The Act temporarily suspends the TCJA’s changes to the NOL rules for NOLs incurred in 2018, 2019 or 2020 by (1) repealing the rule that limits NOL carryforward deductions to 80% of the taxpayer’s taxable income for the year, effectively allowing taxpayers to fully offset any NOL carryforwards against taxable income for each tax year; and (2) providing taxpayers with an election to carry back these NOLs to each of the five taxable years preceding the year of the NOL. The carryback of these NOLs may be particularly beneficial to corporate taxpayers that may be entitled to a refund of taxes paid in previous years.

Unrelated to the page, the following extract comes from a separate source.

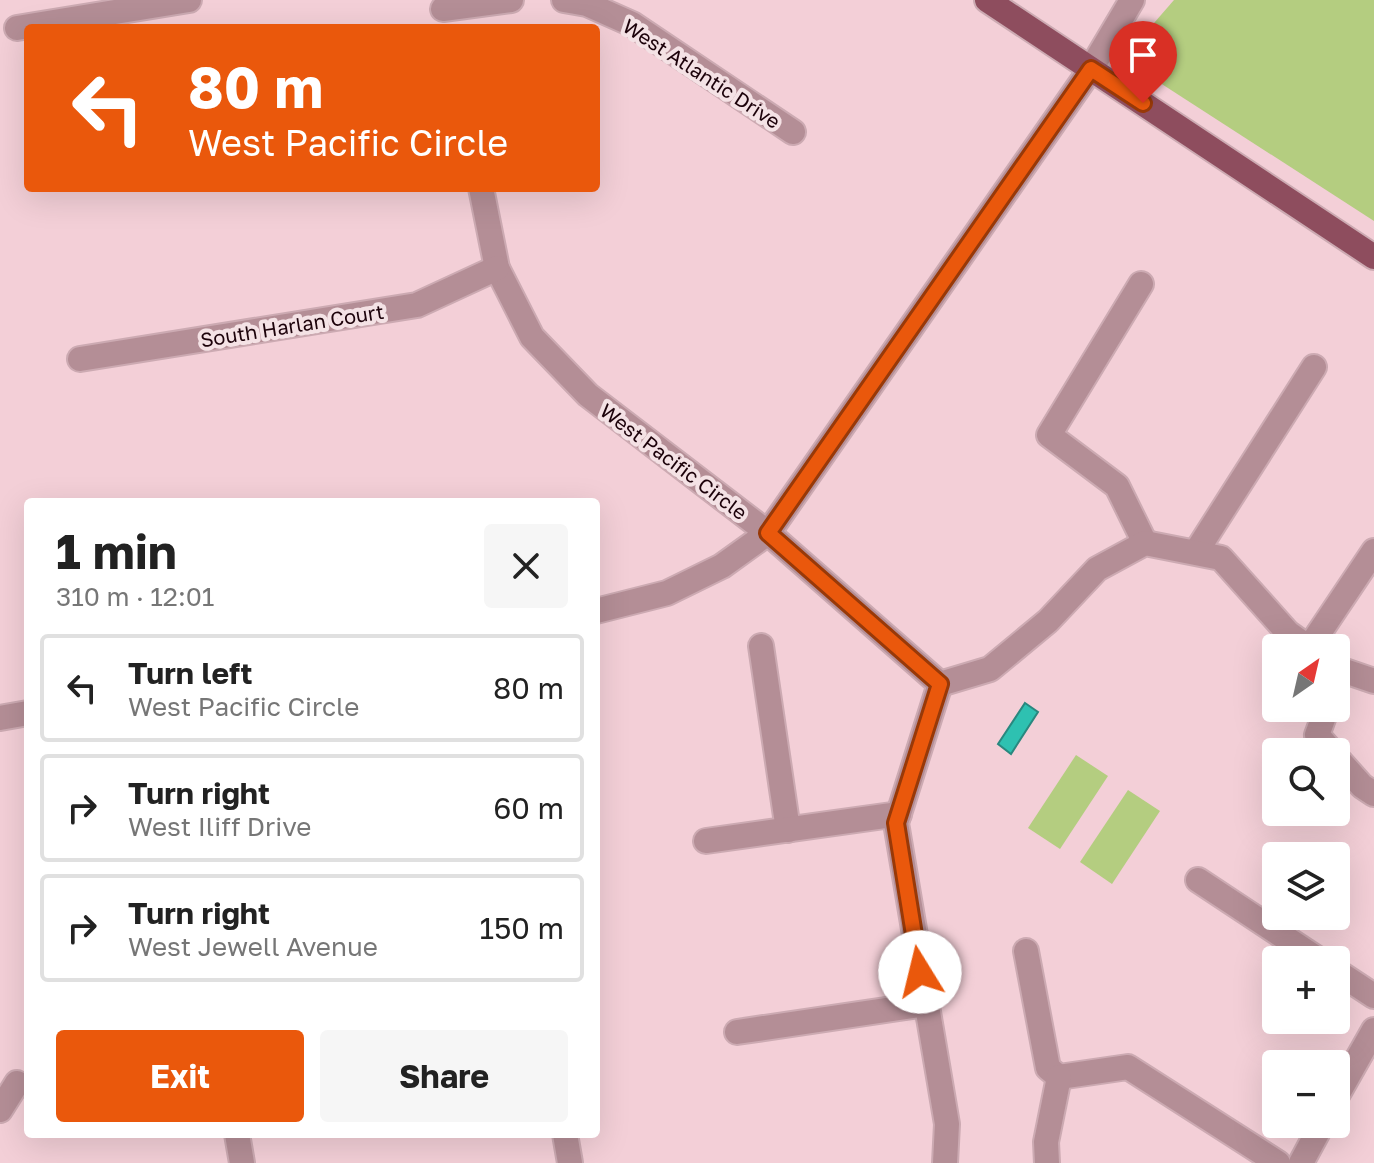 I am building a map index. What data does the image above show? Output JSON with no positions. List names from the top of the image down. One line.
{"streets":{"street":["West Atlantic Drive","South Harlan Court","West Pacific Circle"]},"crossings":[["South Harlan Court","West Pacific Circle"]],"north":"top right","page":{"turn":["80 m","West Pacific Circle"],"heading":["1 min","310 m · 12:01"],"map_buttons":["+","−"],"list":[{"name":"Turn left","note":"West Pacific Circle","value":"80 m"},{"name":"Turn right","note":"West Iliff Drive","value":"60 m"},{"name":"Turn right","note":"West Jewell Avenue","value":"150 m"}],"buttons":["Exit","Share"]}}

The TCJA lowered the federal corporate income tax rate from a maximum rate of 35% to 21% for tax years beginning in 2018. Accordingly, the Act allows corporate taxpayers a carryback of these NOLs to previous tax years to offset income taxed at a higher rate. For tax years beginning in 2021, the 80% NOL limitation added by the TCJA will again apply, albeit with certain modifications that may increase the amount of taxable income that can be offset by an NOL carryforward.

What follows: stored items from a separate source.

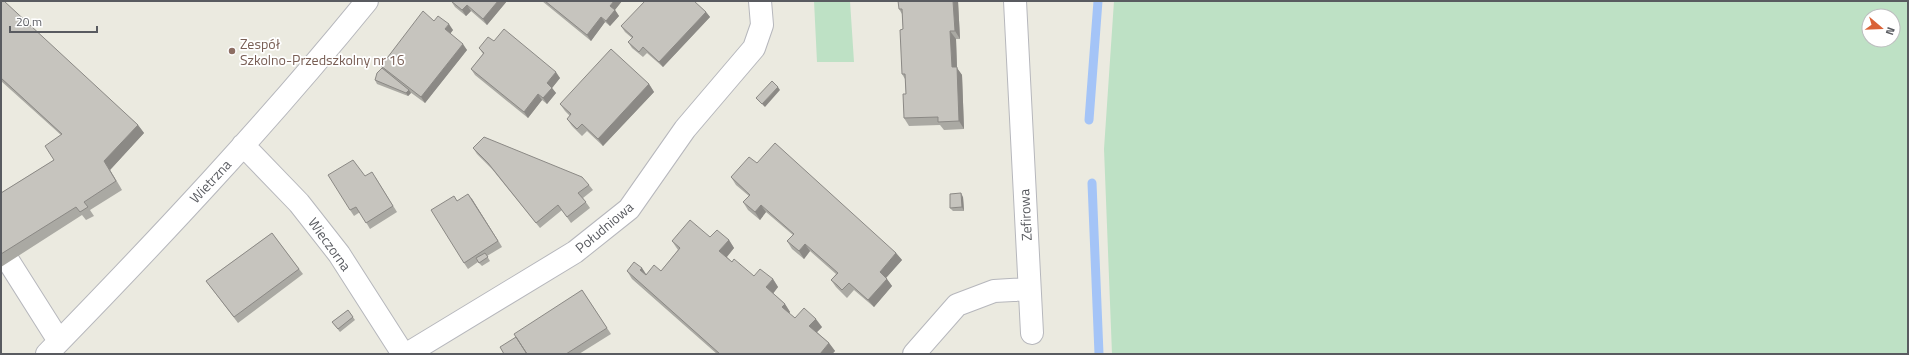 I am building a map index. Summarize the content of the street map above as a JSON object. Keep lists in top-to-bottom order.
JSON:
{
  "streets": {
    "street": [
      "Wietrzna",
      "Zefirowa",
      "Południowa",
      "Wieczorna"
    ]
  },
  "crossings": [
    ["Wietrzna", "Wieczorna"]
  ],
  "places": ["Zespół Szkolno-Przedszkolny nr 16"],
  "scale_bar": "20 m",
  "north": "right"
}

While the modification to the TCJA’s NOL rules is generally expected to be favorable for many taxpayers and could provide a potentially significant refund of taxes paid in previous, profitable years, there could be unexpected consequences to certain multinational corporations with significant operations and/or business activities abroad. Multinational corporations should review and analyze the overall tax consequences of carrying back NOLs with their tax advisors prior to making such an election.
Individual Losses
The TCJA also introduced Section 461(l) of the Code, which prohibits individuals from deducting more than $250,000 ($500,000 in the case of a married couple filing jointly) of net business losses against nonbusiness income (e.g., income from passive investments) for tax years beginning after 2017 and before 2026.The Act suspends the application of Section 461(l) until tax year 2021. As a result of this change, individual taxpayers, including partners of partnerships and shareholders of S corporations, who had excess business losses in tax years 2018 or 2019 may be entitled to a refund and should consider filing amended returns. Individuals who expect to have significant business losses that exceed their business income in the 2020 tax year should generally be able to offset the excess against any nonbusiness income for the year without regard to the limitations under Section 461(l). These losses may be subject to other limitations applicable to the taxpayer under the Code, however.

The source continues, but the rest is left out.